This being a Todd Solondz film, there's a wholly synthetic air about everything, with extremely measured dialogue and exchanges conducted with near inhuman precision. The characters are glaring constructs, and whilst they never convince as anyone you'd actually come across, they do work within this hyper-real aesthetic.
Thankfully Solondz manages to avoid the neck-wringingly painful navel-gazing that the likes of Noah Baumbach revel in, by way of his delightfully wicked sense of humour. When Trish openly (and thoroughly inappropriately) tells her son she got 'wet' during a date it's vulgar and wince-making, yet wonderfully comic. Coming across as a vicious sideswipe at parent-child convention and romanticised notions about the 'loss of innocence' it has more in common with John Waters than Baumbach. A moment of incredibly acute satire has the son of Trish's new lover articulate, straight faced, the nature of his dead-end existence, and then how it's irrelevant as China will take over the world anyway. Odd moments of predictability are tempered by others that admirably buck the clichés, as Solondz examines some typically dark areas with relish.

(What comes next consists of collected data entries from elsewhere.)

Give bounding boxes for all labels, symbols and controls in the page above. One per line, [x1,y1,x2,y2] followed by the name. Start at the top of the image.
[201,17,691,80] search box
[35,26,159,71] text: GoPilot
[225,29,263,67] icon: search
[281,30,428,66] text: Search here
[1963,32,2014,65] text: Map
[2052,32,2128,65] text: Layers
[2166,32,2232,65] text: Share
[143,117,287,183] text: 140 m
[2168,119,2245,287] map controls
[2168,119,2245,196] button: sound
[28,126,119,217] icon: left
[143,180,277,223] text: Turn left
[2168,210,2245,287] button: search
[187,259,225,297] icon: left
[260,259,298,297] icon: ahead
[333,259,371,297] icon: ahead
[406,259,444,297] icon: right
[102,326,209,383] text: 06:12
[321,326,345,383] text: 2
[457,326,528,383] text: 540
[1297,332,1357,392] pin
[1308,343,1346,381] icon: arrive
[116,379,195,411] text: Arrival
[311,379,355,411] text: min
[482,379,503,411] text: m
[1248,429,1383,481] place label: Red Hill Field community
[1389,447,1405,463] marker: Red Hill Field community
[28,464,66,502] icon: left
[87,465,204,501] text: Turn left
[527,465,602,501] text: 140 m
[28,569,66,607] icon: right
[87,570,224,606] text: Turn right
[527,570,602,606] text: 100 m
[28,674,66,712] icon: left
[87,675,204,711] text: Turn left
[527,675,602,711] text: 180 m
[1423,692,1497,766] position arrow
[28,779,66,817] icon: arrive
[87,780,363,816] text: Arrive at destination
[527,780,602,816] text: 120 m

There's a certain cruelty to the director's satire and it's hard to care all that much for even the most unfortunate of his specimens. That said, as a more abstract look into emotional truths it's a remarkably perceptive work that, whilst lacking the bite of Happiness, remains a distinct and witty entertainment.
Life During Wartime is out on UK R2 DVD from 12th July 2010 through Artificial Eye.